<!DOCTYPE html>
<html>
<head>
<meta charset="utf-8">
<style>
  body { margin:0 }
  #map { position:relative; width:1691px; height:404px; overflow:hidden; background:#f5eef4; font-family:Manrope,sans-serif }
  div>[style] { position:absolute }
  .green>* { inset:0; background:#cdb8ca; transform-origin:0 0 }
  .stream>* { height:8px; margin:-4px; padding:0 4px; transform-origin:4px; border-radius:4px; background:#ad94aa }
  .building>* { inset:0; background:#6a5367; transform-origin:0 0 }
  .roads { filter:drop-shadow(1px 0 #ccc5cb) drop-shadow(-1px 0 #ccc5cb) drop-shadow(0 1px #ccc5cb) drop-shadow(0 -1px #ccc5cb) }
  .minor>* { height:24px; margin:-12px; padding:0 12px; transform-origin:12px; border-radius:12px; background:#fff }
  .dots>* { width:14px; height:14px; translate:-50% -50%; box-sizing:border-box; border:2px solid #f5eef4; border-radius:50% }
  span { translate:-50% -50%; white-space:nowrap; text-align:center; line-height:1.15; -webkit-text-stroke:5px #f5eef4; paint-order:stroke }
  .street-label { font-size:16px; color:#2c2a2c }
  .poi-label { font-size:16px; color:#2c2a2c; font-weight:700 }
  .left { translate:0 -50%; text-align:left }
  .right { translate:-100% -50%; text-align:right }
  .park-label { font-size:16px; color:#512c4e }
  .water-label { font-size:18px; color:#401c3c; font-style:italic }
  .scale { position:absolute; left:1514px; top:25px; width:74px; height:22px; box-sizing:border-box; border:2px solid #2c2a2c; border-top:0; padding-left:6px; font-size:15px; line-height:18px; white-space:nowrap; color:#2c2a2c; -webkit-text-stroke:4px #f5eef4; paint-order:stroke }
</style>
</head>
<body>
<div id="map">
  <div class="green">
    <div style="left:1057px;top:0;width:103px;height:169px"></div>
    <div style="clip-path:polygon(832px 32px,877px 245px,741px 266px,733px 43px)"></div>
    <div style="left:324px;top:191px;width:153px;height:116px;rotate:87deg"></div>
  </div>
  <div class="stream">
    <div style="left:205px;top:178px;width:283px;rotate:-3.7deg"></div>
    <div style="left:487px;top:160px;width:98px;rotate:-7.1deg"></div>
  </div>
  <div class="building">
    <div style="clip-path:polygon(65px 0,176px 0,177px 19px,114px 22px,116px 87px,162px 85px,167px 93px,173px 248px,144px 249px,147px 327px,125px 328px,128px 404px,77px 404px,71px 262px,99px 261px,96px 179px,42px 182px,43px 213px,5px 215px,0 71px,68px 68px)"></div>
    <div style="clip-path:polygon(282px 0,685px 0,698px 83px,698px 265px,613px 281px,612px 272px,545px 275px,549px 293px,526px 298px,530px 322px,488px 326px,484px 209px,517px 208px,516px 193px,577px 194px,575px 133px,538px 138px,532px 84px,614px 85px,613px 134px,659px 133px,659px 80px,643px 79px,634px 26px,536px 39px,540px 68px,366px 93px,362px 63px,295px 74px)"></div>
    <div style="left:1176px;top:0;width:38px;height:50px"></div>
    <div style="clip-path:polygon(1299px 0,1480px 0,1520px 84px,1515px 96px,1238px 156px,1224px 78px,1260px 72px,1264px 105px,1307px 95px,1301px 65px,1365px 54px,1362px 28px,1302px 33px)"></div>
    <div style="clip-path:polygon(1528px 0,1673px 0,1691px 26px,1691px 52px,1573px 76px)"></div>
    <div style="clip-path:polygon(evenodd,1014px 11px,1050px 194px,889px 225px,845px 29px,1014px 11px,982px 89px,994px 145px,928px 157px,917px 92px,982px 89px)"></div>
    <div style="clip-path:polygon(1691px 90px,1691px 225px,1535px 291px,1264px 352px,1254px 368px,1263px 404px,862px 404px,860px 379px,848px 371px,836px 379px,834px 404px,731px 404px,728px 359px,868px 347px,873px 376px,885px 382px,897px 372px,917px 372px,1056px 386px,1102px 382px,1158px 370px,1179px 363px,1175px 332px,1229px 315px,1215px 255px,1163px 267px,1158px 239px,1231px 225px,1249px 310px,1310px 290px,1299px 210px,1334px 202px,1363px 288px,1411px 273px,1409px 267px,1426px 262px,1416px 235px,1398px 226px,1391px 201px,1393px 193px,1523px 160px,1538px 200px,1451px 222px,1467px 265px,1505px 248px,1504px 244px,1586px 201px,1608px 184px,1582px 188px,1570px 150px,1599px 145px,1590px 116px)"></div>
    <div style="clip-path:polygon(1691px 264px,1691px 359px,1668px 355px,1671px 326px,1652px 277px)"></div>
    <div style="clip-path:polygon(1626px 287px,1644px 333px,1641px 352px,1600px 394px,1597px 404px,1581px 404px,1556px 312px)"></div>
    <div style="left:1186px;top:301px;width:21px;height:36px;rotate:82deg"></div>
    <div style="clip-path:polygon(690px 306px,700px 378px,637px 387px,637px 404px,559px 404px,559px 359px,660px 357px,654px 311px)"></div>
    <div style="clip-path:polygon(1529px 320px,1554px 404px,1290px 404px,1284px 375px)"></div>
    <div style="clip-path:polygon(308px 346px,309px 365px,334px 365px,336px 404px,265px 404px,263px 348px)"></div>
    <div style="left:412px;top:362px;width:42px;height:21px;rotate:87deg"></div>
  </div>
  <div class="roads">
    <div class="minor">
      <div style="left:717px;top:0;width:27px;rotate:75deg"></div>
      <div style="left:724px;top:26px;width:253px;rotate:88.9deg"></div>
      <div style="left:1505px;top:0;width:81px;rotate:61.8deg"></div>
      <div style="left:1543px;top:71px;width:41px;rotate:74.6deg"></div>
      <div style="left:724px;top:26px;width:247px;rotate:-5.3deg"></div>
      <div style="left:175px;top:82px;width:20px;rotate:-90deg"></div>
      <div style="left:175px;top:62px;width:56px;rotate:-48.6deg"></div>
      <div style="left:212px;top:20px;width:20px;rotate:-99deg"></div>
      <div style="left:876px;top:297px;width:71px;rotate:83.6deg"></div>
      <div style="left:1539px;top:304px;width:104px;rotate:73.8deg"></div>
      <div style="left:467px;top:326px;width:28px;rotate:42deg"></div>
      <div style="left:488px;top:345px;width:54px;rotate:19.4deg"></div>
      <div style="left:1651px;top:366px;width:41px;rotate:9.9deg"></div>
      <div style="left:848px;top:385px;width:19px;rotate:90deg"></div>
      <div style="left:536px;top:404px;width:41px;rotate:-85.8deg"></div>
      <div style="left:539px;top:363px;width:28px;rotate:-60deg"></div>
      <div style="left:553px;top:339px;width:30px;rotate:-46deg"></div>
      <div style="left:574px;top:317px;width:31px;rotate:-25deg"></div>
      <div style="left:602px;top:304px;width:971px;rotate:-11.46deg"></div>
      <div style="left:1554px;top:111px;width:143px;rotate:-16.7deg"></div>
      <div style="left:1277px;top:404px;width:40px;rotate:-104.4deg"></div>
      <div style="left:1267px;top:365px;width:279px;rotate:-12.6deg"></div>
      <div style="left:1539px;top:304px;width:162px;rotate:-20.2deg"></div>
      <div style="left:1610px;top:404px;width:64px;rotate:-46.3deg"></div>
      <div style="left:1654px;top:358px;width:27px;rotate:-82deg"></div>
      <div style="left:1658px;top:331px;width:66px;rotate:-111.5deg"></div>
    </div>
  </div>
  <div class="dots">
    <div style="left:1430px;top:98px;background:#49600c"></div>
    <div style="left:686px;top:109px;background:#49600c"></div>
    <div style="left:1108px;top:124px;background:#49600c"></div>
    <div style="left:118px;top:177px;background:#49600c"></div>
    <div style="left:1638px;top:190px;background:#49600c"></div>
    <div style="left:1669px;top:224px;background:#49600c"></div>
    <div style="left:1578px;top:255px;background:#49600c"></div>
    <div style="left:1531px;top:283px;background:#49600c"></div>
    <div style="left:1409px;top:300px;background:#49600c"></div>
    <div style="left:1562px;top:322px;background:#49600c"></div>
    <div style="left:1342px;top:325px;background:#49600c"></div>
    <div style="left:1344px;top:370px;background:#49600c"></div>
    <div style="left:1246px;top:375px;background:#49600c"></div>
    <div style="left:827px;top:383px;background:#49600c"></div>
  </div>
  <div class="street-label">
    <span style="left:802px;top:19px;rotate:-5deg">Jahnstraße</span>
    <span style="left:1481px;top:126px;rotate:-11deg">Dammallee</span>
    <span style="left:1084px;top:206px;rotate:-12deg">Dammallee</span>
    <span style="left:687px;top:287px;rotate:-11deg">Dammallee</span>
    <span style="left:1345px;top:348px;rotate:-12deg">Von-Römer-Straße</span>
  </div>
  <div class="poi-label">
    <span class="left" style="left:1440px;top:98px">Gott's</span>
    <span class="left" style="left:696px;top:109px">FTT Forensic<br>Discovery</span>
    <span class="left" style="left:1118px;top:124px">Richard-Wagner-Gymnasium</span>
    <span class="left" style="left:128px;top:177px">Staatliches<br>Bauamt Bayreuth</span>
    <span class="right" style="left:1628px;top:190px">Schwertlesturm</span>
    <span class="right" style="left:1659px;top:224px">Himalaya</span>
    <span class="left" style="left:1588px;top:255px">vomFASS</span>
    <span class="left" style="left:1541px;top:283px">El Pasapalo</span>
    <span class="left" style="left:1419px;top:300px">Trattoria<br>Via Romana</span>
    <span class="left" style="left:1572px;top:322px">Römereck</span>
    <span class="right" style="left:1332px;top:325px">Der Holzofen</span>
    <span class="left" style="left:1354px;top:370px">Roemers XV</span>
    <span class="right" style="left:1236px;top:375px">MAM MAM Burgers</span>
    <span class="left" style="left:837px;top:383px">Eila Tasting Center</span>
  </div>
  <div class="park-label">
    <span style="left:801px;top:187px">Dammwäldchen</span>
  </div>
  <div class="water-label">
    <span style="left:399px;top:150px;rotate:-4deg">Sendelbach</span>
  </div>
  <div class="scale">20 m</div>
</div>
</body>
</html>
--------------------------------
EXERCISE GOAL:
Copy out each line from the preceding entries that mentions the word "inset".

RESPONSE BELOW:
  .green>* { inset:0; background:#cdb8ca; transform-origin:0 0 }
  .building>* { inset:0; background:#6a5367; transform-origin:0 0 }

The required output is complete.